To prove De Moivre's Formula, all you need is the method of 'Proof by Mathematical Induction':

Proof:

Let \(z=r(\cos x+i\sin x)\), and \(n \in \mathbb{N}\):

Let \(P(n)\) be the statement that \(z^n=r^n(\cos{nx}+i\sin{nx})\).

Proceed by proving \(P(1)\):

$$ \begin{aligned} &\text{LHS}=z \\ & \text{RHS}=r(\cos x+i \sin x) \end{aligned}$$

Thus, \(z=r(\cos x+i \sin x)\) (yes, it is as trivial as it seems), which renders \(P(1)\) to be true.

Now assume that \(P(k)\) is true for \(\forall k \in \mathbb{N}\).
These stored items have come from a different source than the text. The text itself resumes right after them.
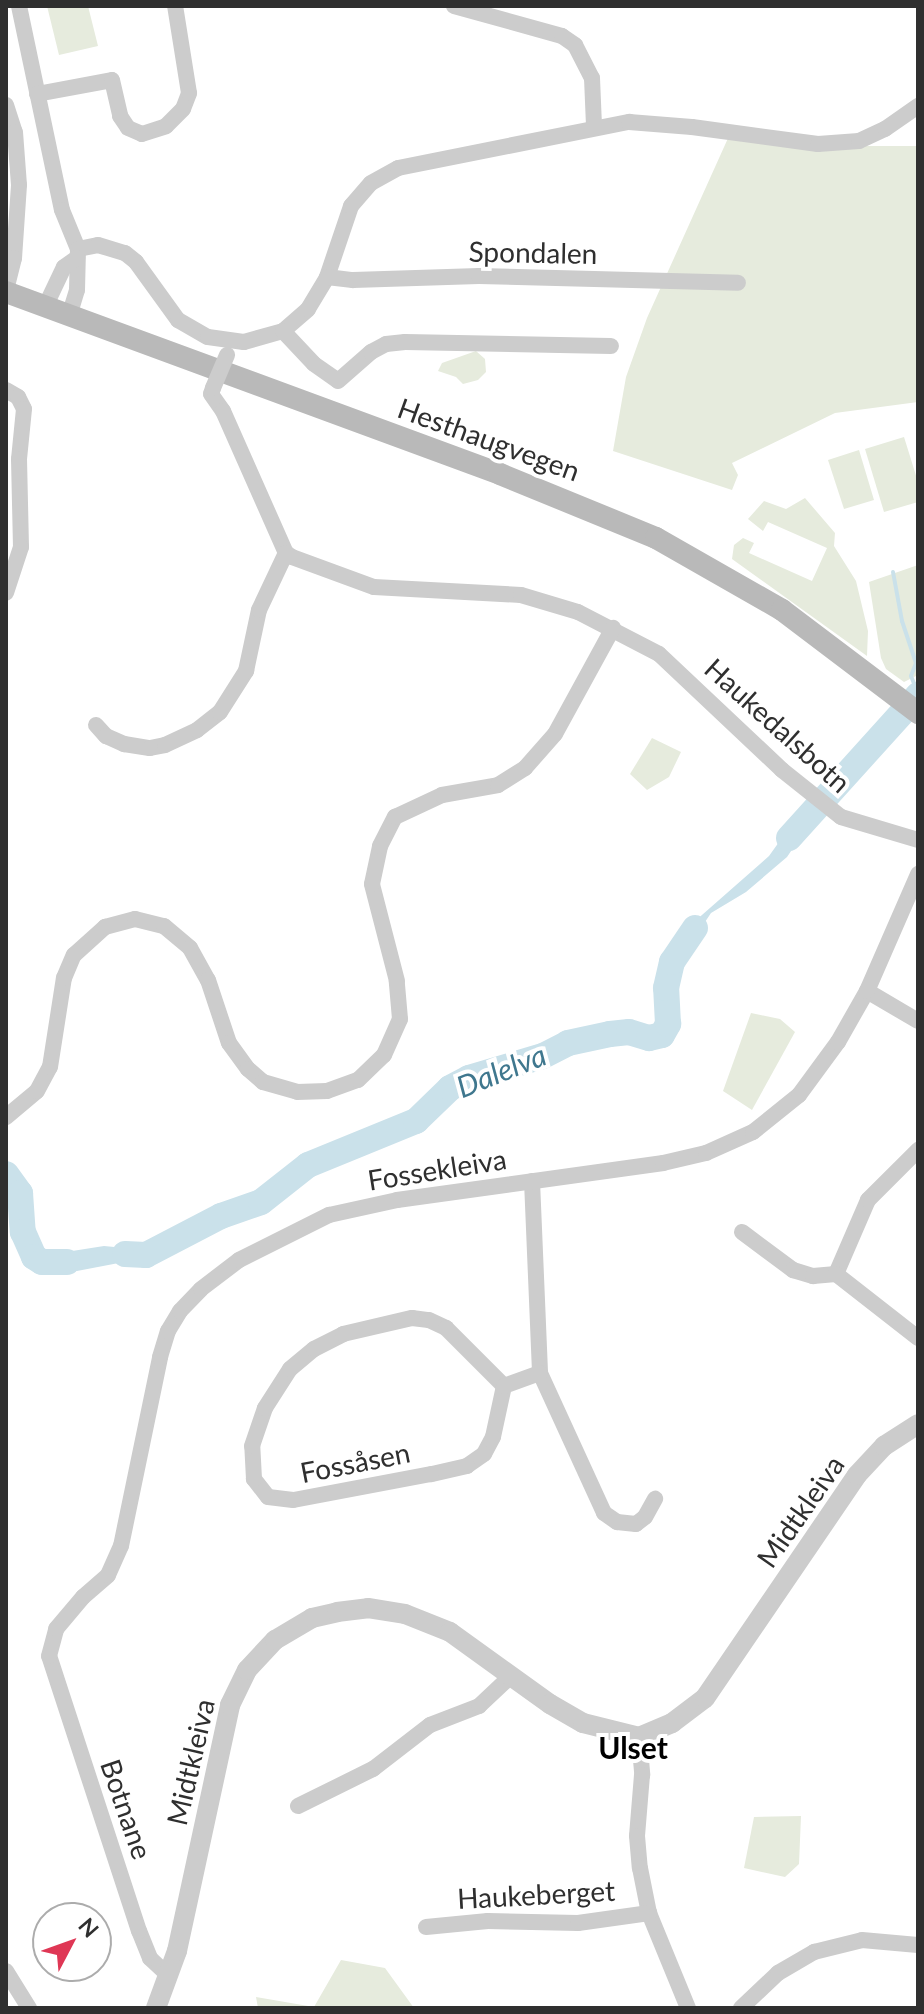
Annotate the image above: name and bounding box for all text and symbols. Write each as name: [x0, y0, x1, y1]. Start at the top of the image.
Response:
street label: Spondalen: [468, 234, 598, 270]
street label: Hesthaugvegen: [393, 391, 585, 487]
street label: Haukedalsbotn: [698, 651, 858, 799]
water label: Dalelva: [451, 1036, 551, 1104]
street label: Fossekleiva: [365, 1141, 509, 1197]
street label: Fossåsen: [297, 1435, 413, 1489]
street label: Midtkleiva: [749, 1449, 851, 1573]
street label: Midtkleiva: [159, 1696, 221, 1828]
district label: Ulset: [598, 1729, 668, 1765]
street label: Botnane: [94, 1755, 160, 1863]
street label: Haukeberget: [456, 1873, 616, 1915]
north arrow: [32, 1902, 112, 1982]
text: N: [73, 1912, 105, 1942]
So, you have \(z^k=r^k(\cos{kx}+i\sin{kx})\).

The goal is to prove the statement \(P(k+1)\) using the fact that \(P(k)\) is true:

$$z^{k+1}=r^{k+1}(\cos{(k+1)x}+i\sin{(k+1)x})$$

Starting with \(\text{LHS}\):

$$\begin{aligned} \text{LHS} &=z^{k+1} \\ &=z^k\ z \\ &=r^k(\cos x +i\sin x)^k\ r(\cos x+i\sin x) \end{aligned}$$

Using the statement of \(P(k)\):

$$z^k=r^k(\cos x +i\sin x)^k=r^k(\cos{kx}+i\sin{kx})$$

Substituting this into \(\text{LHS}\):

$$\begin{aligned} \text{LHS}&=r^{k+1}(\cos{kx}+i\sin{kx}) \ (\cos x+i\sin x) \\ &=r^{k+1}(\cos x\cos{kx} +i\cos{kx} \sin x +i\cos x \sin{kx} -\sin x \sin{kx}) \\ \therefore \ \text{LHS} &=r^{k+1}((\cos x \cos{kx} - \sin x \sin{kx})+i(\sin x \cos{kx} +\cos x \sin{kx}) ) \end{aligned}$$

Now you just have to recognise the solution by recalling the trigonometric identities for the sine and cosine functions:

$$\begin{aligned} &\cos{(a+b)}=\cos a \cos b -\sin a \sin b \\ &\sin{(a+b)}=\sin a \cos b+\cos a \sin b \end{aligned}$$

Substituting these formulae into \(\text{LHS}\):

$$\begin{aligned} \text{LHS} &=r^{k+1} (\cos{(k+1)x}+i\sin{(k+1)x}) \\ &=\text{RHS} \\ \therefore \ \text{LHS} &=\text{RHS}\end{aligned}$$

which is what you were asked to prove.

Hence, assuming \(P(k)\) to be true, it implies that \(P(k+1)\) is true. Thus, by the principle of mathematical induction, \(P(n)\) is true \(\forall n \in \mathbb{N}\).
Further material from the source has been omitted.